Closed amacanovic closed 2 years ago
If you check out ?lexicon::hash_sentiment_huliu
you'll see that this data set is:
an augmented version of Hu & Liu's (2004) positive/negative word list as sentiment lookup values
These were additions that I came across as I worked with the data set that I felt needed to be included.
Hello Tyler, all,
First of all, thank you on amazing work on this package!
I have a question regarding the Hu&Liu (2004) dictionary loaded into the package.

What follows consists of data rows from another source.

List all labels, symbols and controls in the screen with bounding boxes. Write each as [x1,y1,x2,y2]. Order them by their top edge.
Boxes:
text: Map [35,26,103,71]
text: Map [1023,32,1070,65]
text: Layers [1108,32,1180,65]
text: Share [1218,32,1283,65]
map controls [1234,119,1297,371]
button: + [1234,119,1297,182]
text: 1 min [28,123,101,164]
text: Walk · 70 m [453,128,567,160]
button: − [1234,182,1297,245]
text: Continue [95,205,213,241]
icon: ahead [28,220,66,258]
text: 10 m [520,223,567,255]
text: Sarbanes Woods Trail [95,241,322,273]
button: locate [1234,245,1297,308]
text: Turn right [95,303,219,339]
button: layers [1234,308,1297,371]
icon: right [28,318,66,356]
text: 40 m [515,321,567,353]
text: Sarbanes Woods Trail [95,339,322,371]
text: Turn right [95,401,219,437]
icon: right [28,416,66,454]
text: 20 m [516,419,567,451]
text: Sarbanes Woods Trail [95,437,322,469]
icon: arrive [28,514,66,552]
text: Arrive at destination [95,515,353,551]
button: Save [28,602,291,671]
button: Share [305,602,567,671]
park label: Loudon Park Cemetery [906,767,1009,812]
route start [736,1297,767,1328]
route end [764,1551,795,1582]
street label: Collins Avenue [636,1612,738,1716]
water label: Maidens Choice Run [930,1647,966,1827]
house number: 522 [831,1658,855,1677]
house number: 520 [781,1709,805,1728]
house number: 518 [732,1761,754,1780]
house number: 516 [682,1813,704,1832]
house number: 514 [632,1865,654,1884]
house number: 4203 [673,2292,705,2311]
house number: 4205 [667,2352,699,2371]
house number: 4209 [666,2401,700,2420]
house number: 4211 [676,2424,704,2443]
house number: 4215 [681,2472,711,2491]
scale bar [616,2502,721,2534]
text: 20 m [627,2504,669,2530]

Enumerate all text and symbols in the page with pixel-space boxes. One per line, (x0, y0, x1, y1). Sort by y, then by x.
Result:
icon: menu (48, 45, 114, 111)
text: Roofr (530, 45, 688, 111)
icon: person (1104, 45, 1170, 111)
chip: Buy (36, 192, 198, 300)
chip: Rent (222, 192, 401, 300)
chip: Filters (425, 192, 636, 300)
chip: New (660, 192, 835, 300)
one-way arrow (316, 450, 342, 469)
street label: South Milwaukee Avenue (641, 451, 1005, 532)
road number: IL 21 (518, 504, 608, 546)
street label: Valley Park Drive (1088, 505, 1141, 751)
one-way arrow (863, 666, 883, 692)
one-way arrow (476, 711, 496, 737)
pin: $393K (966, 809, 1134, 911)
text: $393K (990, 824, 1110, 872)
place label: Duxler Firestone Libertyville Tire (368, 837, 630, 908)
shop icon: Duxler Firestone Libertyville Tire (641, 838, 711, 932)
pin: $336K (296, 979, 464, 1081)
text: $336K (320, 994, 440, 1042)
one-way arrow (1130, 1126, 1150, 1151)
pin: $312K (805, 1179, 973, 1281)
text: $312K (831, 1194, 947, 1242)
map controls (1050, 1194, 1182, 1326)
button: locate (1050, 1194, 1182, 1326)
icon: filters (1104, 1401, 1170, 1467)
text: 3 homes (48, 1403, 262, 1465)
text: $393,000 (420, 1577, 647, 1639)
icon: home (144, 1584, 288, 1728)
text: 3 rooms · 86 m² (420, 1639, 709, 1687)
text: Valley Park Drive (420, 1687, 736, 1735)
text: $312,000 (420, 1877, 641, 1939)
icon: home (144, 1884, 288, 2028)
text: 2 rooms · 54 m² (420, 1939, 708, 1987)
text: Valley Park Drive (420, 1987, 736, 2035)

Doing a simple frequency check returned the following distribution of words:
Total Observations in Table: 6874
| -2 | -1.05 | -1 | 0 | 1 |
| 7 | 6 | 4824 | 13 | 2024 |
Thus it appears that 7 words have polarity of -2, 6 words polarity of -1.05 and 13 polarity of 0. E.g. "i wish" or "unduly" both carry a -2 weight and "is like" and "i'm like" carry a 0.
Consulting the dictionary avaialable at: https://www.cs.uic.edu/~liub/FBS/sentiment-analysis.html, none of these seem to appear there. In fact, I did not see any two-word items in the dictionary there.
While these do make sense, I wanted to ask about why they are included and if these weights are indeed accurate and as intended? How are these bigrams accounted for in the calculation? Or am I doing something wrong?
Thanks!